Accouchement : le déclenchement n’est pas obligatoire après une perte des eaux prématurée’

Par Mégane Fleury

D’après une étude américaine, un accouchement naturel, sans déclenchement, ne menace pas la santé de la mère ni celle du bébé, dans la majorité des cas.

Blue Planet Studio/istock
La rupture de la poche de liquide amniotique correspond normalement au début des contractions
Le déclenchement de l'accouchement lorsque les contractions tardent ne serait pas nécessaire lorsque la grossesse s'est déroulée sans problème

La perte des eaux correspond à la rupture de la poche de liquide amniotique dans lequel se trouve le foetus. Elle le protège des bactéries et des chocs, et lui apporte des nutriments. Lorsque cette poche se fissure, les femmes enceintes ressentent généralement des contractions et la dilatation du col de l’utérus débute. Dans 11% des cas, le travail ne commence pas, malgré la rupture de la membrane. Des chercheurs de l’université du Michigan se sont intéressés à ces cas : ils s’interrogent sur la nécessité du déclenchement de l’accouchement pour ces femmes. D’après leurs conclusions, en cas de grossesse saine, sans problème particulier, il est possible d’opter pour un accouchement naturel sans que cela n’entraîne de risque pour la mère ou son enfant. Dans ce cas, les médecins attendent que le travail démarre spontanément. 

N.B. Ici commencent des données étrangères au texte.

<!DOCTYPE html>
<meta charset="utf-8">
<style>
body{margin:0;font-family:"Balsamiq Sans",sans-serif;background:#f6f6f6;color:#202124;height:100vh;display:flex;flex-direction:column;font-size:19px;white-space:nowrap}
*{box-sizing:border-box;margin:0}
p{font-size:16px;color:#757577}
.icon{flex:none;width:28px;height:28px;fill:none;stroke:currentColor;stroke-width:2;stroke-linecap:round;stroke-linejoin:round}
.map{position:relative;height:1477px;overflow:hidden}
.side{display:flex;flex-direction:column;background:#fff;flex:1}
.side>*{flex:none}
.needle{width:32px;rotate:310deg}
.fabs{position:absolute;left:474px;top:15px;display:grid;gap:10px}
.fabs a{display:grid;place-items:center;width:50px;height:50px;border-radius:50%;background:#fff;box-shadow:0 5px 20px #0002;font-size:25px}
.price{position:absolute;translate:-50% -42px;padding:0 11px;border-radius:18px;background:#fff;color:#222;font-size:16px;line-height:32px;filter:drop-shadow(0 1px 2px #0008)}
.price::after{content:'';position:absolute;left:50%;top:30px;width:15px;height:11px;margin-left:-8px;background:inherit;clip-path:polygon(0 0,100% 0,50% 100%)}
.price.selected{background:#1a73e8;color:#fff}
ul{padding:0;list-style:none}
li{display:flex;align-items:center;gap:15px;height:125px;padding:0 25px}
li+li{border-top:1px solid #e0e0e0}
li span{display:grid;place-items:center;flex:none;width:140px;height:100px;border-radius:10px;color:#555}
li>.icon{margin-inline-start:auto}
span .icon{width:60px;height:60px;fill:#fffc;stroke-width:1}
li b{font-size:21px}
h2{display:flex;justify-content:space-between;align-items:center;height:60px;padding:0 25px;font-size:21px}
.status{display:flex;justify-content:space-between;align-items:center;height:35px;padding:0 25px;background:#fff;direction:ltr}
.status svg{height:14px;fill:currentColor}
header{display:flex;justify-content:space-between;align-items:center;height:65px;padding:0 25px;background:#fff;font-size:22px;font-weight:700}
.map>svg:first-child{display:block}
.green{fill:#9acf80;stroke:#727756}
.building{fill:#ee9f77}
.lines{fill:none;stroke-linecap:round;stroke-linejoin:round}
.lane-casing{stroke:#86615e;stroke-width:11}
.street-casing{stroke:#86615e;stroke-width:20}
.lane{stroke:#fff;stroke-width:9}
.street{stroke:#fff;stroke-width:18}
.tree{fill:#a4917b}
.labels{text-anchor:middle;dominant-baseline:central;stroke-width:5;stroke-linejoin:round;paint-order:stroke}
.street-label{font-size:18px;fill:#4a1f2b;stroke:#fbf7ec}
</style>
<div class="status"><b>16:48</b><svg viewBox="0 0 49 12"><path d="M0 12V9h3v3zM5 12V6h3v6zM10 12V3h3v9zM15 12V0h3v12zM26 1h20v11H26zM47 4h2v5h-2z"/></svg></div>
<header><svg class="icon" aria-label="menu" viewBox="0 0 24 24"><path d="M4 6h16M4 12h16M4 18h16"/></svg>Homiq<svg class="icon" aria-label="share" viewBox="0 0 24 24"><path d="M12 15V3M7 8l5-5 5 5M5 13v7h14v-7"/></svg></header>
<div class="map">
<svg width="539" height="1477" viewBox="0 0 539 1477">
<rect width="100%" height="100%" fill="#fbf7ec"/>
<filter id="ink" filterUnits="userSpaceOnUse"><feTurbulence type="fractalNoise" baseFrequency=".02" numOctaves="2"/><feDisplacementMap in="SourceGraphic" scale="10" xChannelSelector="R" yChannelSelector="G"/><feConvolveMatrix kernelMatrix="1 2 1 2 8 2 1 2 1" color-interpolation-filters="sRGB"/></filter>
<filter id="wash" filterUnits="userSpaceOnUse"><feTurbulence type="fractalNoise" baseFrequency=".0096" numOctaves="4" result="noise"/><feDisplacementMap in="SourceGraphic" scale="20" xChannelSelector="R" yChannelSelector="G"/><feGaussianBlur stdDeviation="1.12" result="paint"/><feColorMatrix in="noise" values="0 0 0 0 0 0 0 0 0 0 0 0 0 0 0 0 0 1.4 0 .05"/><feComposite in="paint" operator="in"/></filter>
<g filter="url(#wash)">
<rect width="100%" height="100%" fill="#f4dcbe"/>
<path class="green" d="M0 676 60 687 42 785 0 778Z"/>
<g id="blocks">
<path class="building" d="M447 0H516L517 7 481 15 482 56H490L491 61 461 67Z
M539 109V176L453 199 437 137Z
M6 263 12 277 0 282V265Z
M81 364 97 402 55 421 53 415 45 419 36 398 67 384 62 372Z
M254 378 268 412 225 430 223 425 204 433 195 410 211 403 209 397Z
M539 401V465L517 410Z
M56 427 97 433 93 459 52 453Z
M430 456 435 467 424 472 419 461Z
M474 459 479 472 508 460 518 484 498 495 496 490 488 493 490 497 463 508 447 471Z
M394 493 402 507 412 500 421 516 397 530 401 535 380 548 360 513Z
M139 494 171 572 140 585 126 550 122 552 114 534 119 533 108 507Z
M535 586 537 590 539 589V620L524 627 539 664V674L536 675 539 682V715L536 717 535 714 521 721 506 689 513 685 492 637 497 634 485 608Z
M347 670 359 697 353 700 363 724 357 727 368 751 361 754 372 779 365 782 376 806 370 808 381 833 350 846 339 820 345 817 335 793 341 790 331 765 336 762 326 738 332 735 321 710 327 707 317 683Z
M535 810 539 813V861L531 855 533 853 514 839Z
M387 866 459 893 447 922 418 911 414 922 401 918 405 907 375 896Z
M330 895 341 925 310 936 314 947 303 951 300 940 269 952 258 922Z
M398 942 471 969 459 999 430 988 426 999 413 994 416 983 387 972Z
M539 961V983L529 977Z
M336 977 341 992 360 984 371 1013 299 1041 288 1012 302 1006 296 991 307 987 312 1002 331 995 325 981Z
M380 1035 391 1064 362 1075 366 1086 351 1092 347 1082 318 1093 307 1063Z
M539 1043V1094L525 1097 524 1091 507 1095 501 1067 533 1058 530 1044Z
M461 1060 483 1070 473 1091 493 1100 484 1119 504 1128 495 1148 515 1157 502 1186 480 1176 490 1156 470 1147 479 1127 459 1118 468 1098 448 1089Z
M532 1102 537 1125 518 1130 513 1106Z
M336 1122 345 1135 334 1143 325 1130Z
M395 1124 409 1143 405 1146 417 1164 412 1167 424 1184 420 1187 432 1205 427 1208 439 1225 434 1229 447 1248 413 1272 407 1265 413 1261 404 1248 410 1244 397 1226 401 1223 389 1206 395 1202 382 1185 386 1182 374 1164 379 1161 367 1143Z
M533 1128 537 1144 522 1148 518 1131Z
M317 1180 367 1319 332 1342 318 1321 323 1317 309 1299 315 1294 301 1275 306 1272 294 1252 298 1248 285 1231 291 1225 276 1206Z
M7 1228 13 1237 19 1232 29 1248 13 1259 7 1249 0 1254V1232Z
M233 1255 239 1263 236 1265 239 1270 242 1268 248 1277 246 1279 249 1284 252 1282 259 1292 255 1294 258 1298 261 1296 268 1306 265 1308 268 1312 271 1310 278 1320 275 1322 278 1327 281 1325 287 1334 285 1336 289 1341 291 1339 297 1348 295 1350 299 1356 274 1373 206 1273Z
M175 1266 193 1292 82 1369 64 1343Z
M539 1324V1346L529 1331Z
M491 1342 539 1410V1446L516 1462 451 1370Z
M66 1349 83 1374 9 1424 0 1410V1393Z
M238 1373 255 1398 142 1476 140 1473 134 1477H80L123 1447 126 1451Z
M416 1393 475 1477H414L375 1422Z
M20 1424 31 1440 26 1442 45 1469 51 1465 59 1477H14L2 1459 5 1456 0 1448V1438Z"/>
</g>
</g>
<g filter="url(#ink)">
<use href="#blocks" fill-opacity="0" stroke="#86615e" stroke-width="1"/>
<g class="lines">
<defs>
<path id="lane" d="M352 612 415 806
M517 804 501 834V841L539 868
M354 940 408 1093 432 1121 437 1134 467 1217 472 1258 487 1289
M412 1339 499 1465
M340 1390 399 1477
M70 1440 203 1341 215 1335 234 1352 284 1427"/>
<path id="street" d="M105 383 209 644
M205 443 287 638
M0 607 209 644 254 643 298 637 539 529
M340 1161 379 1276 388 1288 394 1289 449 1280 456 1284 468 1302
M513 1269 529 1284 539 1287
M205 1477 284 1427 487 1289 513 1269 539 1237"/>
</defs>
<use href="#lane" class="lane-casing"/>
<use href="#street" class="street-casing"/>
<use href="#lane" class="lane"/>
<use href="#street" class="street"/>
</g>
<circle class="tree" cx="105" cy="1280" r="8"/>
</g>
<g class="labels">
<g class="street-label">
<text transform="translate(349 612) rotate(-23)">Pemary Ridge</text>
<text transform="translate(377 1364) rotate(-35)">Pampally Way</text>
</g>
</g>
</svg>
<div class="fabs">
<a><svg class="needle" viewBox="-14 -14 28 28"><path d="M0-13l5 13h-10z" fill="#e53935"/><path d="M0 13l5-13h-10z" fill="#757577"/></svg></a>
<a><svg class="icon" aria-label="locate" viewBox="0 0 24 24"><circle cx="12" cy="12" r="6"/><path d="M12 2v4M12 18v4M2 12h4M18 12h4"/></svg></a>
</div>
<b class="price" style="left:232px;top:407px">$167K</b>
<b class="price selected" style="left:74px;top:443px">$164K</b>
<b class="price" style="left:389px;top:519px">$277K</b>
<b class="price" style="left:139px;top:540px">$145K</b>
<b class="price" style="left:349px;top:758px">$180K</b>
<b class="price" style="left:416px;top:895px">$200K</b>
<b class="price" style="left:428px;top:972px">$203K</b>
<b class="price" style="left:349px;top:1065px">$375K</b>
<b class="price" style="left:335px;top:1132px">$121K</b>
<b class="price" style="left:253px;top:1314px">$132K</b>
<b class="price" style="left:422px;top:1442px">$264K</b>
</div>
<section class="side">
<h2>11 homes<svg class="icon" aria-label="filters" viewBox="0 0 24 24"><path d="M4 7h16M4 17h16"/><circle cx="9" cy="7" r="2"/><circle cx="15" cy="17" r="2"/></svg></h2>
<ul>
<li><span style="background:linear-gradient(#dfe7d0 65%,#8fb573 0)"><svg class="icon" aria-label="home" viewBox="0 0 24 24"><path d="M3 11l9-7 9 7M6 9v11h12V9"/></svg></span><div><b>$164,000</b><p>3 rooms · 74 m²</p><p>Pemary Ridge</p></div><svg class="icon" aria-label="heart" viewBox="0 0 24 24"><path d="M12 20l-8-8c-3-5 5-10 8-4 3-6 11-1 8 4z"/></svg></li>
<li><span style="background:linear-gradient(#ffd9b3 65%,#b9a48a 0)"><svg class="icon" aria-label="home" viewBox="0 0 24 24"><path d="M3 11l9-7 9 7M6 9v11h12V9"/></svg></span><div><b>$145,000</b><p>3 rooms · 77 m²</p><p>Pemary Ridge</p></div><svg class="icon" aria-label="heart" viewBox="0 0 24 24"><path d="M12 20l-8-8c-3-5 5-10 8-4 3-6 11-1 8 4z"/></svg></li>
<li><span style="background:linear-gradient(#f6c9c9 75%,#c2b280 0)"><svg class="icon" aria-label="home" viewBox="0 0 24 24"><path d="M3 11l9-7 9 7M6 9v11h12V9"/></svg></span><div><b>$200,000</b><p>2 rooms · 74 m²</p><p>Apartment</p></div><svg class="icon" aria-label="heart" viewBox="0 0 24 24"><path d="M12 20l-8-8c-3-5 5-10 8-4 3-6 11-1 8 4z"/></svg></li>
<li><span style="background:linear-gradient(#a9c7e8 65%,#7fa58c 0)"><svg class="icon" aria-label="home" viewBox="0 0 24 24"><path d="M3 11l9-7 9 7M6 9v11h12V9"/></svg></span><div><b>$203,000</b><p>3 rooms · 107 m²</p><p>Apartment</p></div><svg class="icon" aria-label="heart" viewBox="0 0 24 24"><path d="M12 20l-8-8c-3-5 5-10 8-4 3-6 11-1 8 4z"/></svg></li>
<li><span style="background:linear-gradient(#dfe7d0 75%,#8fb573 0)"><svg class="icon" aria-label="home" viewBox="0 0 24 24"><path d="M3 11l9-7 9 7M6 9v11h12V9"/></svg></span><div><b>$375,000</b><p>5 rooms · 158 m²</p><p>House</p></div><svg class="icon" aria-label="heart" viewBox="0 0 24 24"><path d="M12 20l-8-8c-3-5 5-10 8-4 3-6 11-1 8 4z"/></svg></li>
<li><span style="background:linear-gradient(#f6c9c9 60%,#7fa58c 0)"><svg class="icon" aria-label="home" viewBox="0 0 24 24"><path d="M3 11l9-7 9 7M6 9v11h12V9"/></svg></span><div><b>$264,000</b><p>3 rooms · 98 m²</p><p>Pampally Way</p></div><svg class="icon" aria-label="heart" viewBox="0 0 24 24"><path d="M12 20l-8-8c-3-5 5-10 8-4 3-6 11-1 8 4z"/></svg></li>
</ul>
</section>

Des taux d’infection similaires 

L’équipe de recherche, dirigée par Ruth Zielinski, a analysé les cas de 2357 femmes suivies dans le cadre de leur grossesse. 12% d’entre elles ont connu une rupture précoce de la poche des eaux : 53% d’entre elles, soit 150 femmes, ont choisi d’attendre que le travail se déclenche spontanément et sont retournées chez elles, 102 autres ont attendu à l’hôpital et pour les 29 restantes, un déclenchement a été organisé. Parmi les femmes ayant choisi d’attendre, plus de la moitié d’entre elles ont pu finalement accoucher naturellement sans que le déclenchement ne soit nécessaire. "Les taux d’infection de la mère ou de l’enfant n’étaient pas différents entre les groupes de femmes ayant eu une rupture précoce de la poche des eaux", précisent les chercheurs. 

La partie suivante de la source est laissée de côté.